Nothing but the records, transcribed exactly, should appear in the answer; leave the pictures out.

■ ■ ■ ■ ■

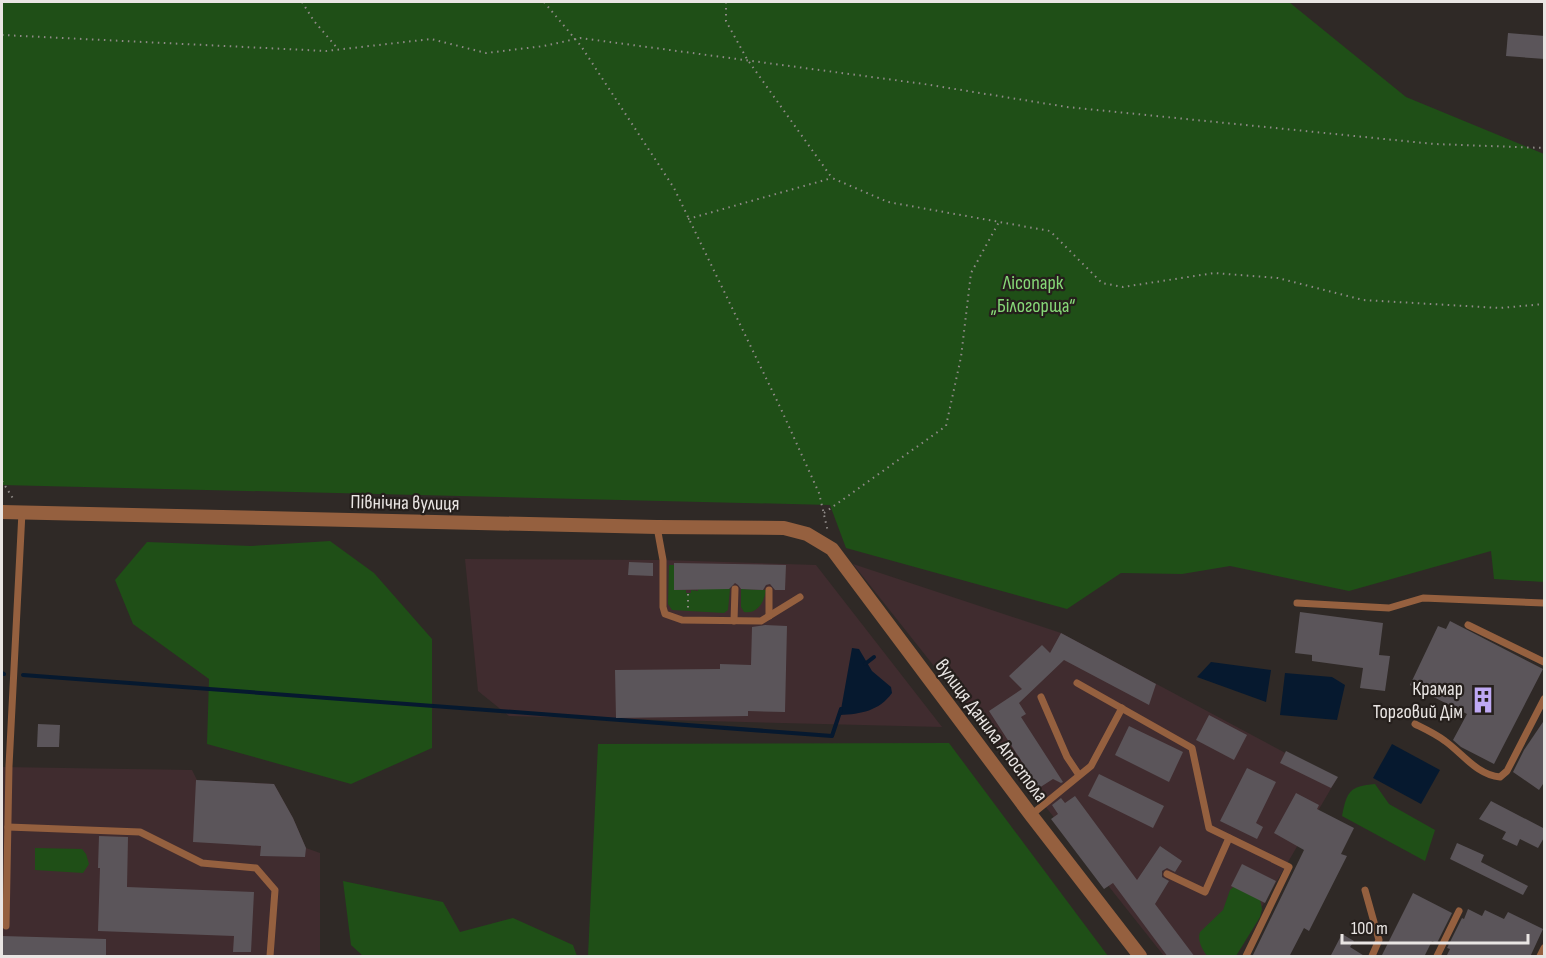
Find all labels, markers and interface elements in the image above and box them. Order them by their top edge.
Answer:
park label: Лісопарк „Білогорща“ [991,271,1075,318]
street label: Північна вулиця [350,490,460,516]
street label: вулиця Данила Апостола [930,654,1053,807]
place label: Крамар Торговий Дім [1373,677,1463,724]
building icon: Крамар Торговий Дім [1468,685,1498,715]
scale bar [1342,907,1528,945]
text: 100 m [1351,918,1388,939]

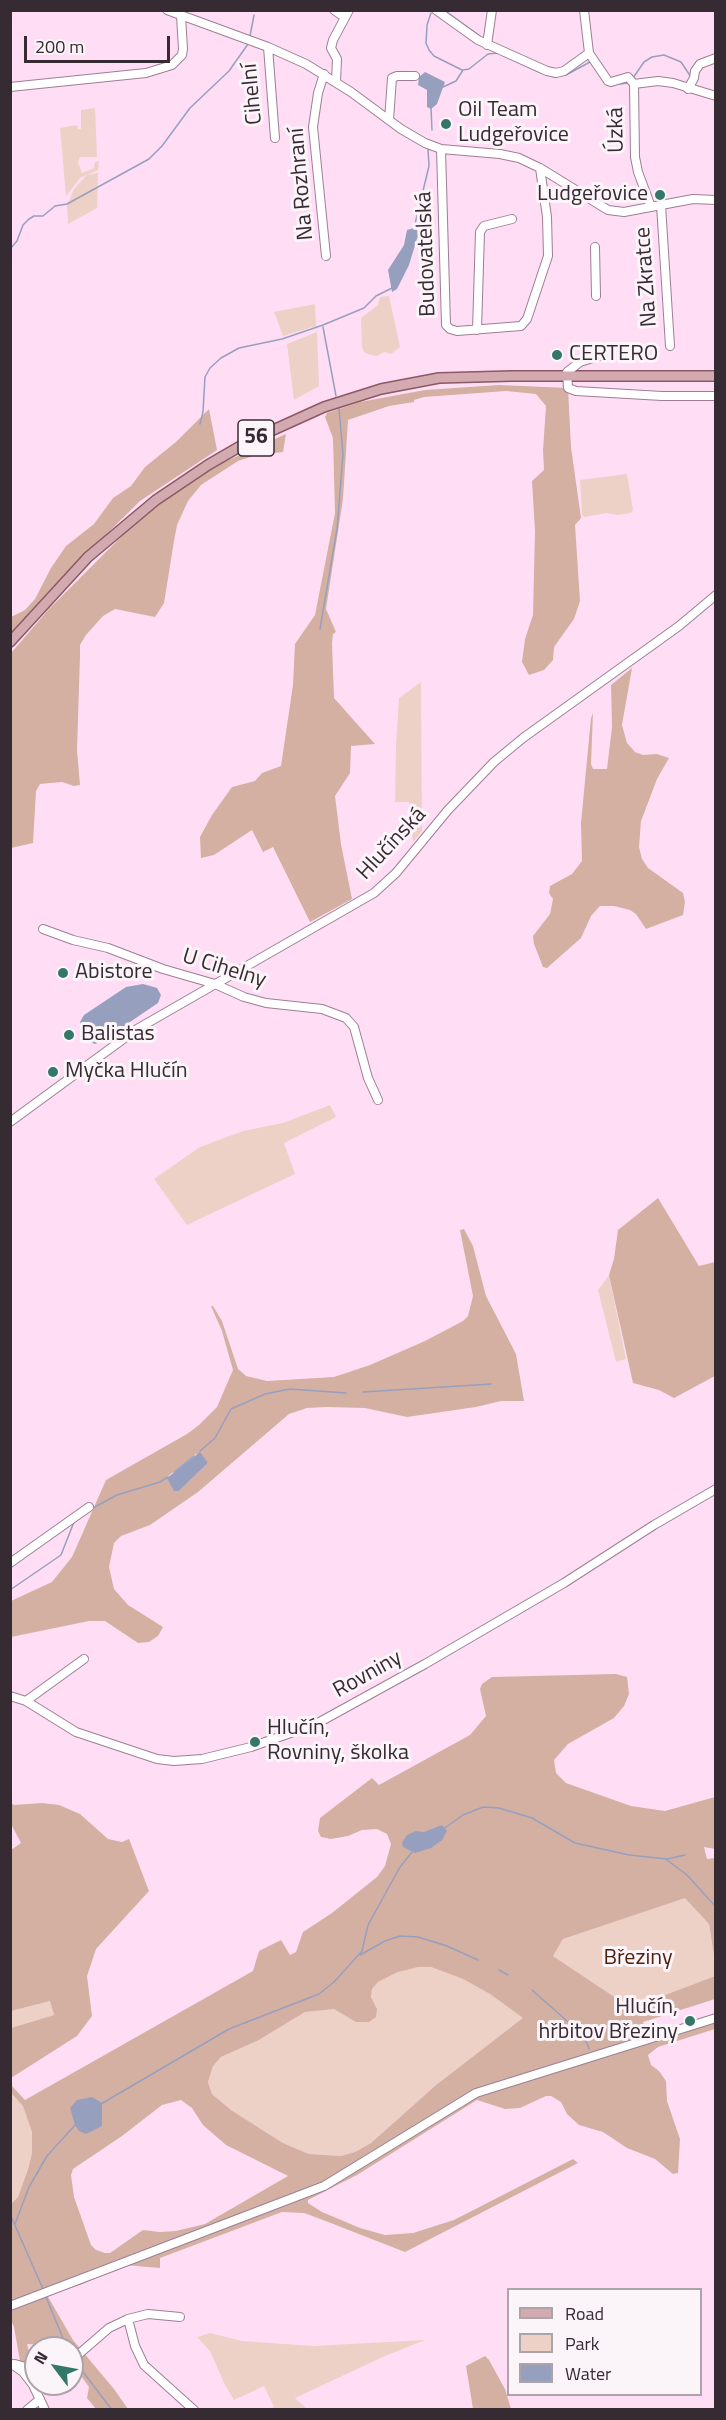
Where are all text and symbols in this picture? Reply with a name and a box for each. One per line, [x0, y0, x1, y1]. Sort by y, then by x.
scale bar [27, 24, 172, 62]
text: 200 m [35, 33, 84, 60]
street label: Cihelní [237, 62, 269, 126]
place label: Oil Team Ludgeřovice [458, 98, 569, 150]
street label: Úzká [603, 107, 631, 153]
marker: Oil Team Ludgeřovice [439, 117, 453, 131]
street label: Na Rozhraní [284, 127, 320, 241]
place label: Ludgeřovice [537, 182, 648, 208]
marker: Ludgeřovice [653, 188, 667, 202]
street label: Budovatelská [412, 191, 442, 317]
street label: Na Zkratce [630, 226, 664, 328]
place label: CERTERO [569, 342, 658, 368]
marker: CERTERO [550, 348, 564, 362]
road number: 56 [238, 420, 274, 456]
street label: Hlučínská [352, 802, 432, 886]
street label: U Cihelny [179, 944, 269, 994]
place label: Abistore [75, 960, 153, 986]
marker: Abistore [56, 966, 70, 980]
place label: Balistas [81, 1022, 155, 1048]
marker: Balistas [62, 1028, 76, 1042]
place label: Myčka Hlučín [65, 1059, 188, 1085]
marker: Myčka Hlučín [46, 1065, 60, 1079]
street label: Rovniny [329, 1645, 407, 1705]
place label: Hlučín, Rovniny, školka [267, 1716, 409, 1768]
marker: Hlučín, Rovniny, školka [248, 1735, 262, 1749]
park label: Březiny [603, 1946, 673, 1972]
place label: Hlučín, hřbitov Březiny [538, 1995, 678, 2047]
marker: Hlučín, hřbitov Březiny [683, 2014, 697, 2028]
legend [507, 2288, 702, 2396]
text: Road [565, 2300, 604, 2327]
text: Park [565, 2330, 599, 2357]
north arrow [24, 2336, 84, 2396]
text: N [27, 2346, 54, 2369]
text: Water [565, 2360, 611, 2387]

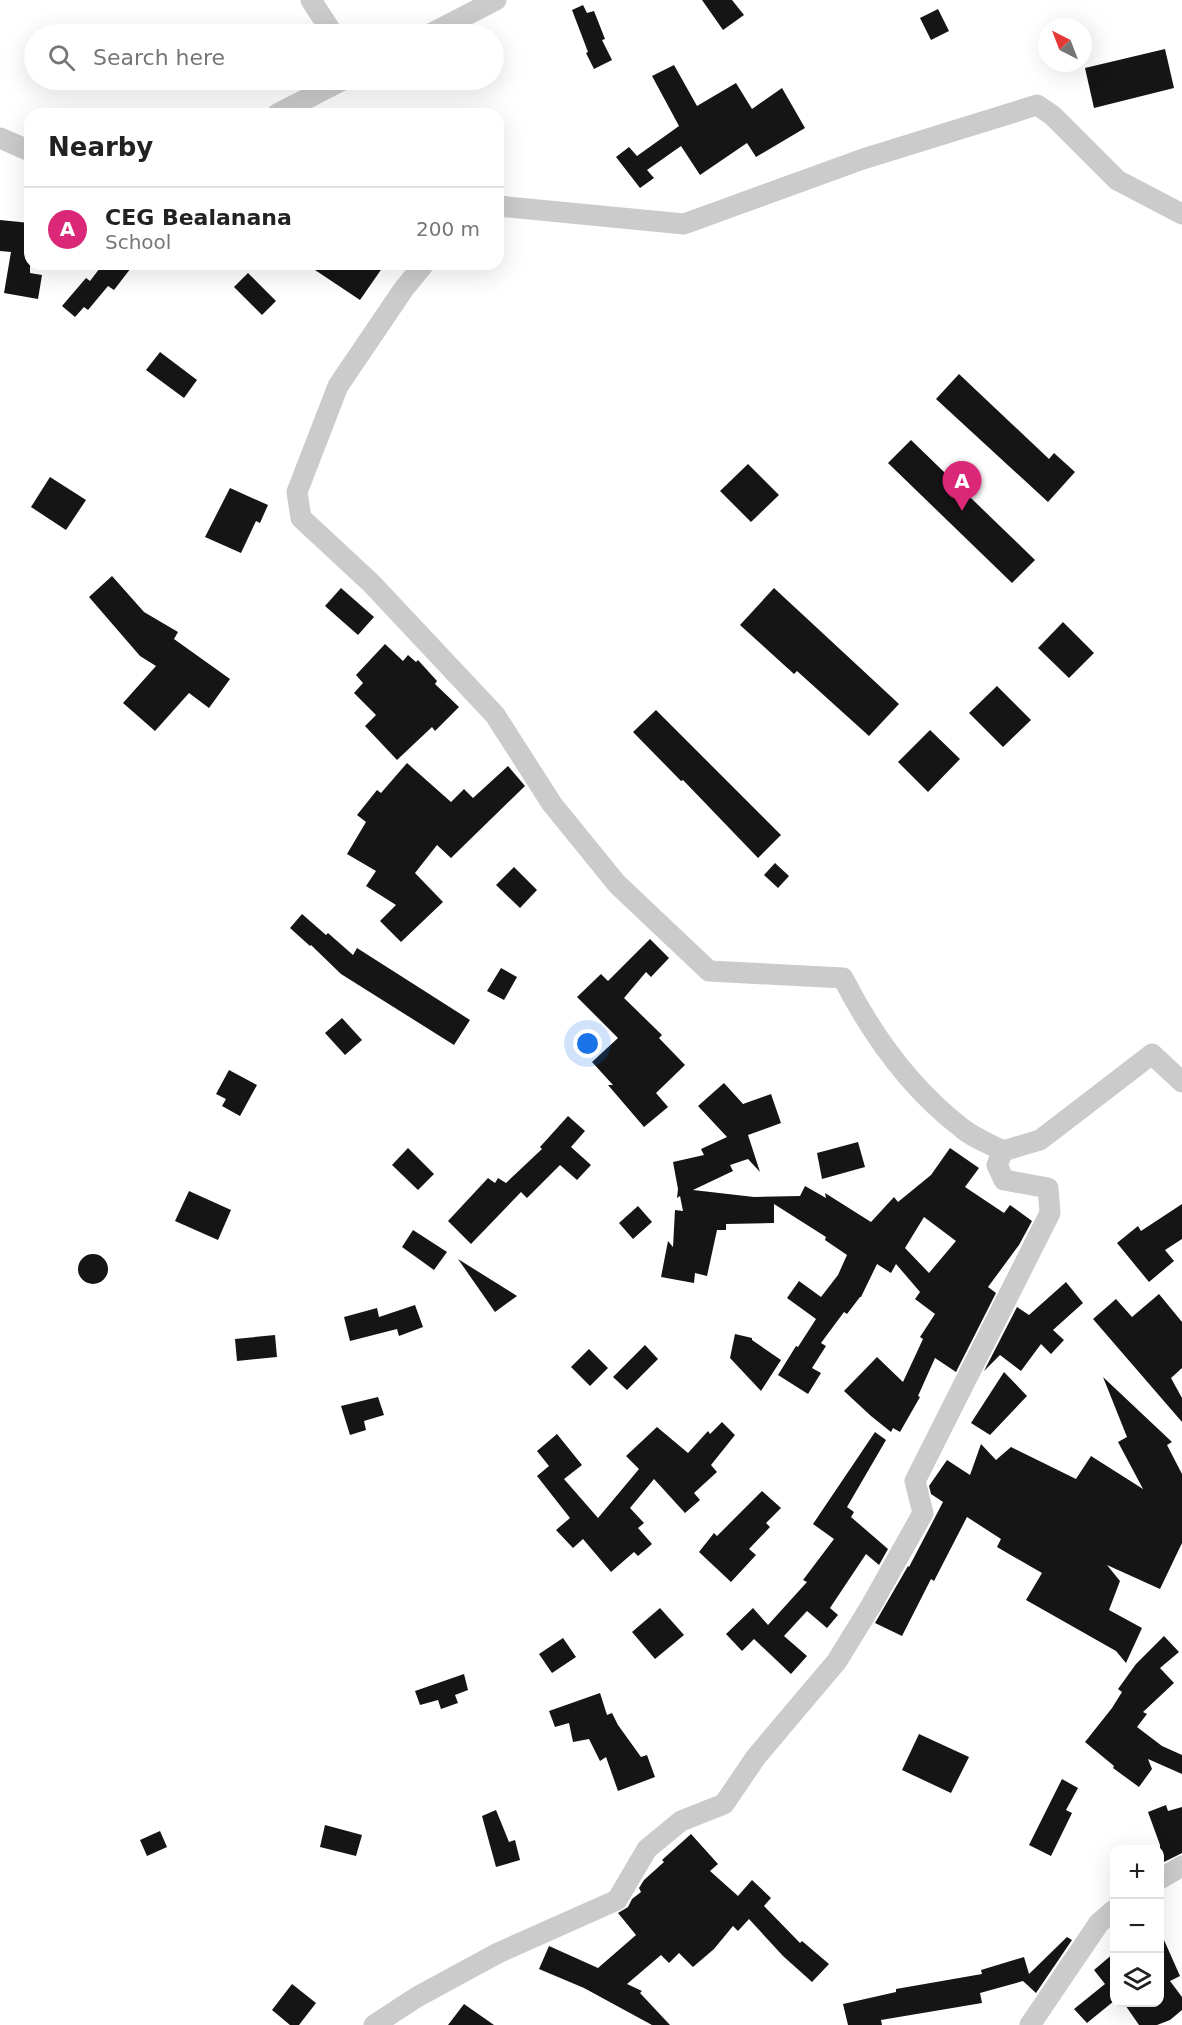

■ ■ ■ ■ ■

> _WRITTEN ANSWER_:
Find all labels, markers and interface elements in the image above and box them. Order them by their top edge.
Answer:
park label: Лісопарк „Білогорща“ [991,271,1075,318]
street label: Північна вулиця [350,490,460,516]
street label: вулиця Данила Апостола [930,654,1053,807]
place label: Крамар Торговий Дім [1373,677,1463,724]
building icon: Крамар Торговий Дім [1468,685,1498,715]
scale bar [1342,907,1528,945]
text: 100 m [1351,918,1388,939]

Where are all text and symbols in this picture? Reply with a name and a box for each. One per line, [x0, y0, x1, y1]. Sort by y, then by x.
scale bar [27, 24, 172, 62]
text: 200 m [35, 33, 84, 60]
street label: Cihelní [237, 62, 269, 126]
place label: Oil Team Ludgeřovice [458, 98, 569, 150]
street label: Úzká [603, 107, 631, 153]
marker: Oil Team Ludgeřovice [439, 117, 453, 131]
street label: Na Rozhraní [284, 127, 320, 241]
place label: Ludgeřovice [537, 182, 648, 208]
marker: Ludgeřovice [653, 188, 667, 202]
street label: Budovatelská [412, 191, 442, 317]
street label: Na Zkratce [630, 226, 664, 328]
place label: CERTERO [569, 342, 658, 368]
marker: CERTERO [550, 348, 564, 362]
road number: 56 [238, 420, 274, 456]
street label: Hlučínská [352, 802, 432, 886]
street label: U Cihelny [179, 944, 269, 994]
place label: Abistore [75, 960, 153, 986]
marker: Abistore [56, 966, 70, 980]
place label: Balistas [81, 1022, 155, 1048]
marker: Balistas [62, 1028, 76, 1042]
place label: Myčka Hlučín [65, 1059, 188, 1085]
marker: Myčka Hlučín [46, 1065, 60, 1079]
street label: Rovniny [329, 1645, 407, 1705]
place label: Hlučín, Rovniny, školka [267, 1716, 409, 1768]
marker: Hlučín, Rovniny, školka [248, 1735, 262, 1749]
park label: Březiny [603, 1946, 673, 1972]
place label: Hlučín, hřbitov Březiny [538, 1995, 678, 2047]
marker: Hlučín, hřbitov Březiny [683, 2014, 697, 2028]
legend [507, 2288, 702, 2396]
text: Road [565, 2300, 604, 2327]
text: Park [565, 2330, 599, 2357]
north arrow [24, 2336, 84, 2396]
text: N [27, 2346, 54, 2369]
text: Water [565, 2360, 611, 2387]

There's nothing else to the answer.